The inequality (13) defines a ratio of the combined lateral magnification of the second lens unit L2 and the third lens unit L3 at the telephoto end and the wide angle end. When a value exceeds an upper limit value of the inequality (13), suppression of zoom variation of coma aberration occurring on the second lens unit L2 and the third lens unit L3 is likely to be difficult. In contrast, when the value is lower than a lower limit value of the inequality (13), achievement of a high zoom ratio is likely to be difficult.

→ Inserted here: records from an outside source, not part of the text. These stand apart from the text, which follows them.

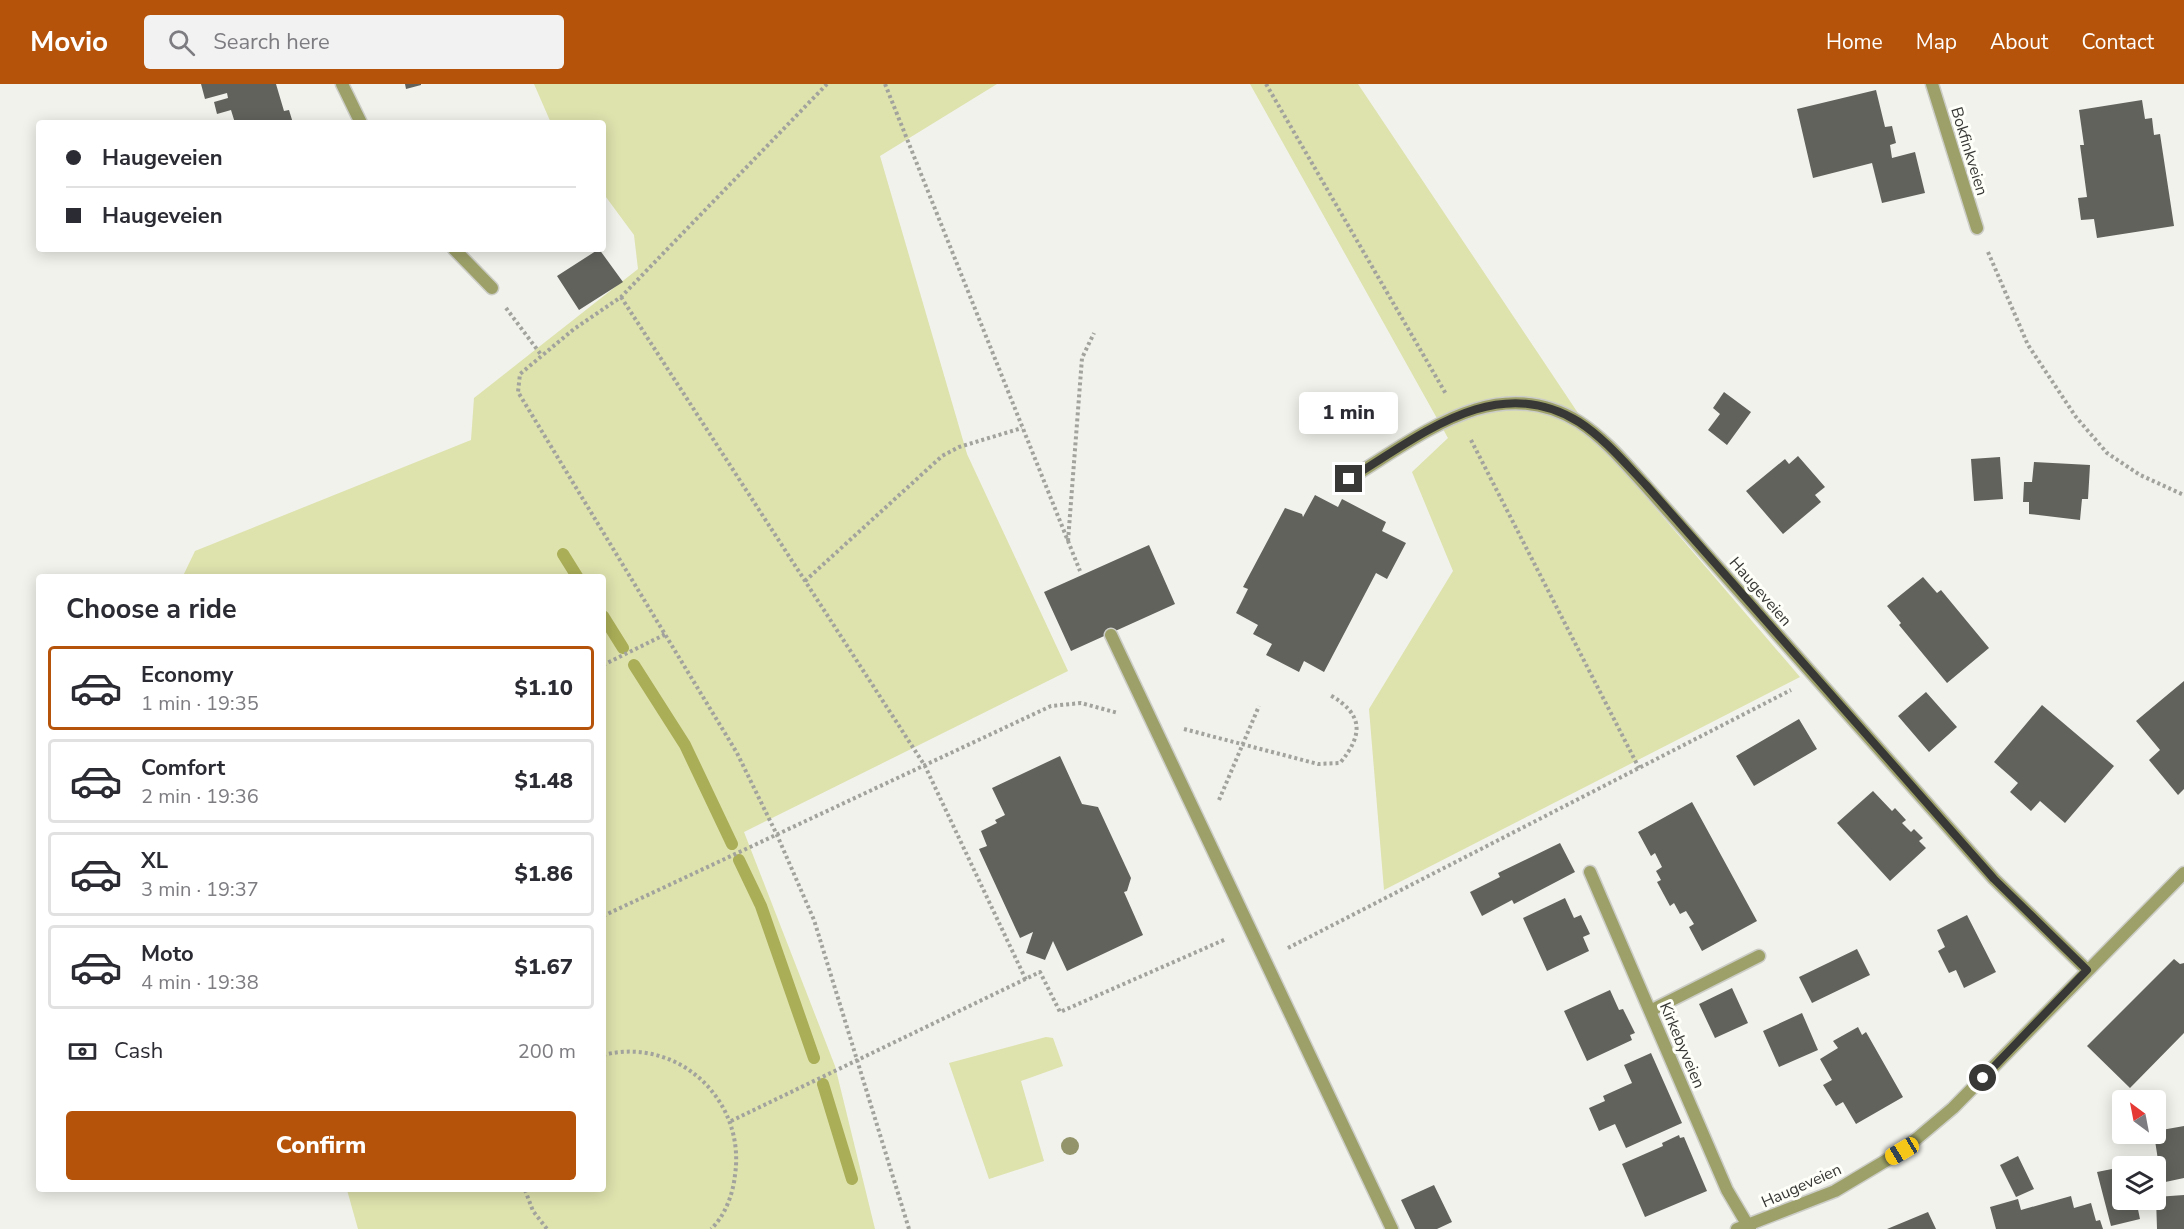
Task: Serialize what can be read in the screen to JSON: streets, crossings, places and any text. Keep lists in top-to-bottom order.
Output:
{
  "streets": {
    "street": ["Bokfinkveien", "Haugeveien", "Kirkebyveien"]
  },
  "crossings": [
    ["Haugeveien", "Kirkebyveien"]
  ],
  "north": "top left",
  "page": {
    "header": "Movio",
    "search": "Search here",
    "nav": [
      "Home",
      "Map",
      "About",
      "Contact"
    ],
    "banner": ["Haugeveien", "Haugeveien"],
    "bubble": "1 min",
    "heading": "Choose a ride",
    "list": [
      {
        "name": "Economy",
        "note": "1 min · 19:35",
        "value": "$1.10"
      },
      {
        "name": "Comfort",
        "note": "2 min · 19:36",
        "value": "$1.48"
      },
      {
        "name": "XL",
        "note": "3 min · 19:37",
        "value": "$1.86"
      },
      {
        "name": "Moto",
        "note": "4 min · 19:38",
        "value": "$1.67"
      }
    ],
    "pay": ["Cash", "200 m"],
    "buttons": "Confirm"
  }
}
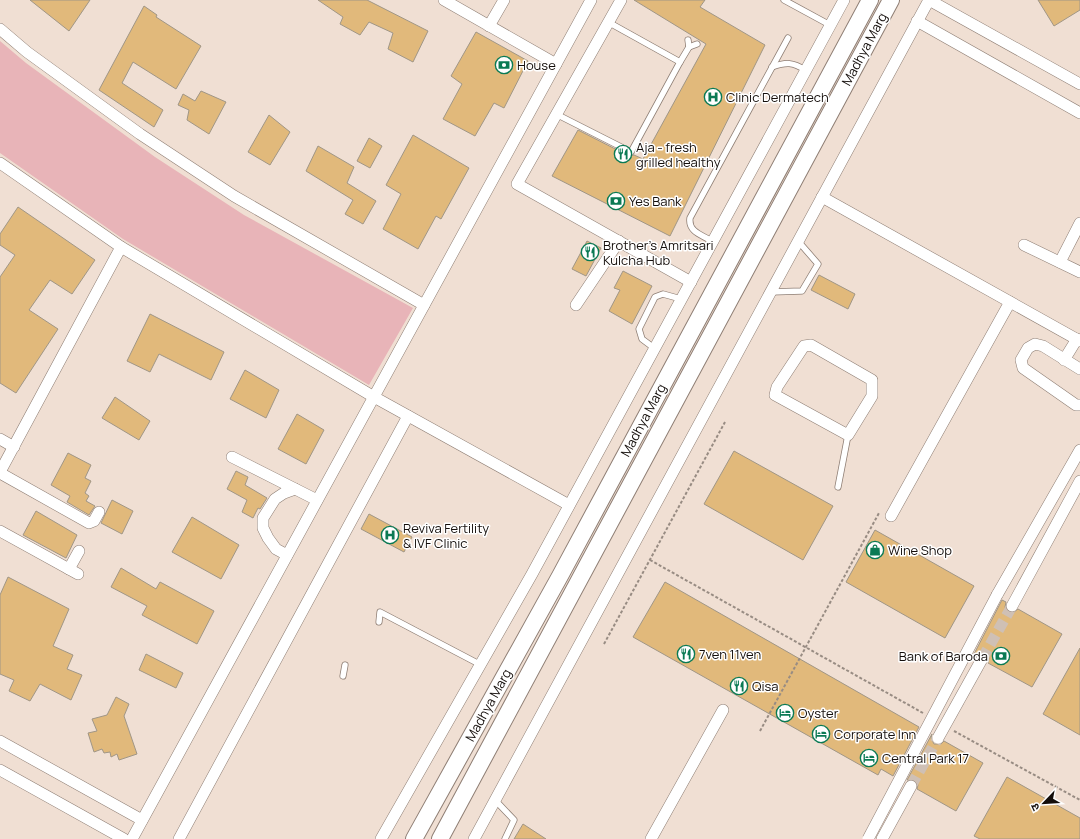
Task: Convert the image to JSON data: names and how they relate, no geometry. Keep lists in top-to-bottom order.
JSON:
{
  "streets": {
    "main road": ["Madhya Marg"]
  },
  "places": {
    "bank": ["House", "Yes Bank", "Bank of Baroda"],
    "hospital": ["Clinic Dermatech", "Reviva Fertility & IVF Clinic"],
    "restaurant": [
      "Aja - fresh grilled healthy",
      "Brother's Amritsari Kulcha Hub",
      "7ven 11ven",
      "Qisa"
    ],
    "shop": ["Wine Shop"],
    "hotel": ["Oyster", "Corporate Inn", "Central Park 17"]
  },
  "north": "bottom left"
}
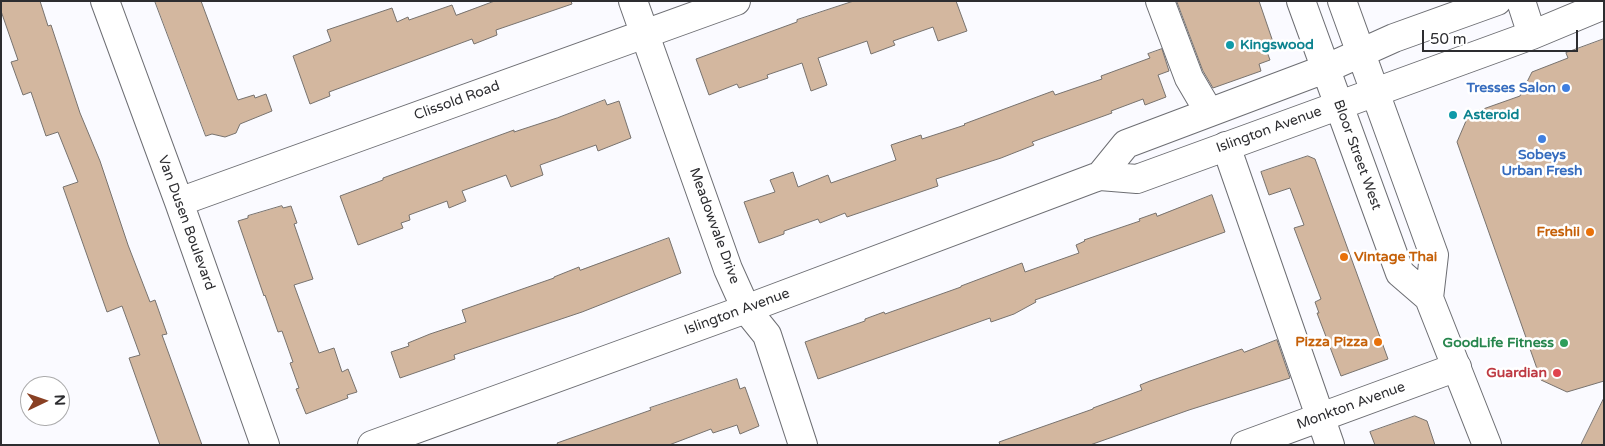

The inequality (14) defines a ratio of the combined lateral magnification of the lens units disposed on the image side relative to the third lens unit L3 at the telephoto end and the wide angle end. When a value exceeds an upper limit value of the inequality (14), suppression of zoom variation of astigmatism occurring on the lens units disposed on the image side relative to the third lens unit L3 is likely to be difficult. In contrast, when the value is lower than a lower limit value of the inequality (14), achievement of a high zoom ratio is likely to be difficult.

The inequality (15) defines a relationship between the distance from the aperture stop SP to the surface the fourth lens unit L4 on the object side and the focal length of the entire system at the telephoto end. When a value exceeds an upper limit value of the inequality (15), an off-axis ray height of the fifth lens unit L5 at the telephoto end is increased, and therefore the lens diameter is likely to be increased. In contrast, when the value is lower than a lower limit value of the inequality (15), an on-axis ray height of the fourth lens unit L4 at the telephoto end is increased, and therefore correction of spherical aberration occurring on the fourth lens unit L4 is likely to be difficult.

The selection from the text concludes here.